## What the exercise asks
Write the records out once more, so that nothing differs from the original.

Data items

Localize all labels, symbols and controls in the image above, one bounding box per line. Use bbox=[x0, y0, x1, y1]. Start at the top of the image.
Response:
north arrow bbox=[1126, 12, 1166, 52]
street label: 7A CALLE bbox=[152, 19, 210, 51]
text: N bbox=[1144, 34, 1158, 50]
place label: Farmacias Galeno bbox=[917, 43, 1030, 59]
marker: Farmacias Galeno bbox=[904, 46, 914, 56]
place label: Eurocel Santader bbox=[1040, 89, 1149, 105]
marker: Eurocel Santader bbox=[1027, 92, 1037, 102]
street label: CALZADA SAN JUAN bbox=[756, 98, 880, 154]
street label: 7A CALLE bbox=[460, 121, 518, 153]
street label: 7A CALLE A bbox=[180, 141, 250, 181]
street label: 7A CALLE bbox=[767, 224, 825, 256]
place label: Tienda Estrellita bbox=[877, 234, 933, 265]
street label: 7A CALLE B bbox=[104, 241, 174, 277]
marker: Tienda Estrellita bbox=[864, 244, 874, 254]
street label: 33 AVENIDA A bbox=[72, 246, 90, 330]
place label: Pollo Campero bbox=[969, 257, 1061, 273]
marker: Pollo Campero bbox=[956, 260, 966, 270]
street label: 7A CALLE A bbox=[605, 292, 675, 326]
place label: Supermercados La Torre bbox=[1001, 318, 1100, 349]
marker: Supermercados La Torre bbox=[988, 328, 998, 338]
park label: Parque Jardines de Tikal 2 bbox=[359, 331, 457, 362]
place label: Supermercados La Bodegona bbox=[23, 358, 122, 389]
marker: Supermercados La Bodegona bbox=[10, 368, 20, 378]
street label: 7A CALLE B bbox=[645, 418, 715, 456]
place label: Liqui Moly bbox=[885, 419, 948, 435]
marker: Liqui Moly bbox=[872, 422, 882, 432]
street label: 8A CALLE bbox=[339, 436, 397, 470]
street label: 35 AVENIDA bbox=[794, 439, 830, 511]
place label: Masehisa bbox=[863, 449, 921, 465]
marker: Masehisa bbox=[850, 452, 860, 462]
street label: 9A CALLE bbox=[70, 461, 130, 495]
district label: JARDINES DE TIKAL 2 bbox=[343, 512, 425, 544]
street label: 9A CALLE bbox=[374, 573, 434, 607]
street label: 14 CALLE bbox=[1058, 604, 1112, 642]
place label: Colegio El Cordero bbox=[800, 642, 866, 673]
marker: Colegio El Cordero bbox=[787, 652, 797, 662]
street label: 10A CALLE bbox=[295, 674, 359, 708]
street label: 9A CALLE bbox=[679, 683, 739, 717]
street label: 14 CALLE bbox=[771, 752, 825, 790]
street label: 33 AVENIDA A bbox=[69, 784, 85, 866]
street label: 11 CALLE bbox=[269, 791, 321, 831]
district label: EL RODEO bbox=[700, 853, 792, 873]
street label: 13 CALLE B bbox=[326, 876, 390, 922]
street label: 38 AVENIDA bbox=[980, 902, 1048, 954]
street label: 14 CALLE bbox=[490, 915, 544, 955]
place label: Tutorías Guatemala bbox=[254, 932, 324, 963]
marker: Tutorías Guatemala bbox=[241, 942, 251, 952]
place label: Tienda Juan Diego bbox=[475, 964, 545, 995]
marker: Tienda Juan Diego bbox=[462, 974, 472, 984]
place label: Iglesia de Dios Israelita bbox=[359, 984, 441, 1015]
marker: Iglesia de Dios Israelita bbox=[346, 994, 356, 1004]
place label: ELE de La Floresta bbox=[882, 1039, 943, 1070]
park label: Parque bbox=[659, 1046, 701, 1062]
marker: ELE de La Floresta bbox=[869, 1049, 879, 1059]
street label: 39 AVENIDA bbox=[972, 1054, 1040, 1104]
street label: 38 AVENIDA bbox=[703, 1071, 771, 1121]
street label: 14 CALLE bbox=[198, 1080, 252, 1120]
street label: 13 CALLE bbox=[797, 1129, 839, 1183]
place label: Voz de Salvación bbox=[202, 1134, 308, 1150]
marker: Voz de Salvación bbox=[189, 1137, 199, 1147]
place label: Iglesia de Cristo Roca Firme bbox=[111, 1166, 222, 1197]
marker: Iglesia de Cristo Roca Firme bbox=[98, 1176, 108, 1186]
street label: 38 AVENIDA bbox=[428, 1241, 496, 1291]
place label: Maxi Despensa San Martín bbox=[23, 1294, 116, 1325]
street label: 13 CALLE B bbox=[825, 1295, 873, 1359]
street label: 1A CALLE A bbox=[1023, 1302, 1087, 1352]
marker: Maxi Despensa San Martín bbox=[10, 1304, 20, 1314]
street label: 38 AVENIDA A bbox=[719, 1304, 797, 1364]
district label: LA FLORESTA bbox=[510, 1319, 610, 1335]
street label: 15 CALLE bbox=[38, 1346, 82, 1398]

## Result of this task
Localize all labels, symbols and controls in the image above, one bounding box per line. Use bbox=[x0, y0, x1, y1]. Start at the top of the image.
Response:
north arrow bbox=[1126, 12, 1166, 52]
street label: 7A CALLE bbox=[152, 19, 210, 51]
text: N bbox=[1144, 34, 1158, 50]
place label: Farmacias Galeno bbox=[917, 43, 1030, 59]
marker: Farmacias Galeno bbox=[904, 46, 914, 56]
place label: Eurocel Santader bbox=[1040, 89, 1149, 105]
marker: Eurocel Santader bbox=[1027, 92, 1037, 102]
street label: CALZADA SAN JUAN bbox=[756, 98, 880, 154]
street label: 7A CALLE bbox=[460, 121, 518, 153]
street label: 7A CALLE A bbox=[180, 141, 250, 181]
street label: 7A CALLE bbox=[767, 224, 825, 256]
place label: Tienda Estrellita bbox=[877, 234, 933, 265]
street label: 7A CALLE B bbox=[104, 241, 174, 277]
marker: Tienda Estrellita bbox=[864, 244, 874, 254]
street label: 33 AVENIDA A bbox=[72, 246, 90, 330]
place label: Pollo Campero bbox=[969, 257, 1061, 273]
marker: Pollo Campero bbox=[956, 260, 966, 270]
street label: 7A CALLE A bbox=[605, 292, 675, 326]
place label: Supermercados La Torre bbox=[1001, 318, 1100, 349]
marker: Supermercados La Torre bbox=[988, 328, 998, 338]
park label: Parque Jardines de Tikal 2 bbox=[359, 331, 457, 362]
place label: Supermercados La Bodegona bbox=[23, 358, 122, 389]
marker: Supermercados La Bodegona bbox=[10, 368, 20, 378]
street label: 7A CALLE B bbox=[645, 418, 715, 456]
place label: Liqui Moly bbox=[885, 419, 948, 435]
marker: Liqui Moly bbox=[872, 422, 882, 432]
street label: 8A CALLE bbox=[339, 436, 397, 470]
street label: 35 AVENIDA bbox=[794, 439, 830, 511]
place label: Masehisa bbox=[863, 449, 921, 465]
marker: Masehisa bbox=[850, 452, 860, 462]
street label: 9A CALLE bbox=[70, 461, 130, 495]
district label: JARDINES DE TIKAL 2 bbox=[343, 512, 425, 544]
street label: 9A CALLE bbox=[374, 573, 434, 607]
street label: 14 CALLE bbox=[1058, 604, 1112, 642]
place label: Colegio El Cordero bbox=[800, 642, 866, 673]
marker: Colegio El Cordero bbox=[787, 652, 797, 662]
street label: 10A CALLE bbox=[295, 674, 359, 708]
street label: 9A CALLE bbox=[679, 683, 739, 717]
street label: 14 CALLE bbox=[771, 752, 825, 790]
street label: 33 AVENIDA A bbox=[69, 784, 85, 866]
street label: 11 CALLE bbox=[269, 791, 321, 831]
district label: EL RODEO bbox=[700, 853, 792, 873]
street label: 13 CALLE B bbox=[326, 876, 390, 922]
street label: 38 AVENIDA bbox=[980, 902, 1048, 954]
street label: 14 CALLE bbox=[490, 915, 544, 955]
place label: Tutorías Guatemala bbox=[254, 932, 324, 963]
marker: Tutorías Guatemala bbox=[241, 942, 251, 952]
place label: Tienda Juan Diego bbox=[475, 964, 545, 995]
marker: Tienda Juan Diego bbox=[462, 974, 472, 984]
place label: Iglesia de Dios Israelita bbox=[359, 984, 441, 1015]
marker: Iglesia de Dios Israelita bbox=[346, 994, 356, 1004]
place label: ELE de La Floresta bbox=[882, 1039, 943, 1070]
park label: Parque bbox=[659, 1046, 701, 1062]
marker: ELE de La Floresta bbox=[869, 1049, 879, 1059]
street label: 39 AVENIDA bbox=[972, 1054, 1040, 1104]
street label: 38 AVENIDA bbox=[703, 1071, 771, 1121]
street label: 14 CALLE bbox=[198, 1080, 252, 1120]
street label: 13 CALLE bbox=[797, 1129, 839, 1183]
place label: Voz de Salvación bbox=[202, 1134, 308, 1150]
marker: Voz de Salvación bbox=[189, 1137, 199, 1147]
place label: Iglesia de Cristo Roca Firme bbox=[111, 1166, 222, 1197]
marker: Iglesia de Cristo Roca Firme bbox=[98, 1176, 108, 1186]
street label: 38 AVENIDA bbox=[428, 1241, 496, 1291]
place label: Maxi Despensa San Martín bbox=[23, 1294, 116, 1325]
street label: 13 CALLE B bbox=[825, 1295, 873, 1359]
street label: 1A CALLE A bbox=[1023, 1302, 1087, 1352]
marker: Maxi Despensa San Martín bbox=[10, 1304, 20, 1314]
street label: 38 AVENIDA A bbox=[719, 1304, 797, 1364]
district label: LA FLORESTA bbox=[510, 1319, 610, 1335]
street label: 15 CALLE bbox=[38, 1346, 82, 1398]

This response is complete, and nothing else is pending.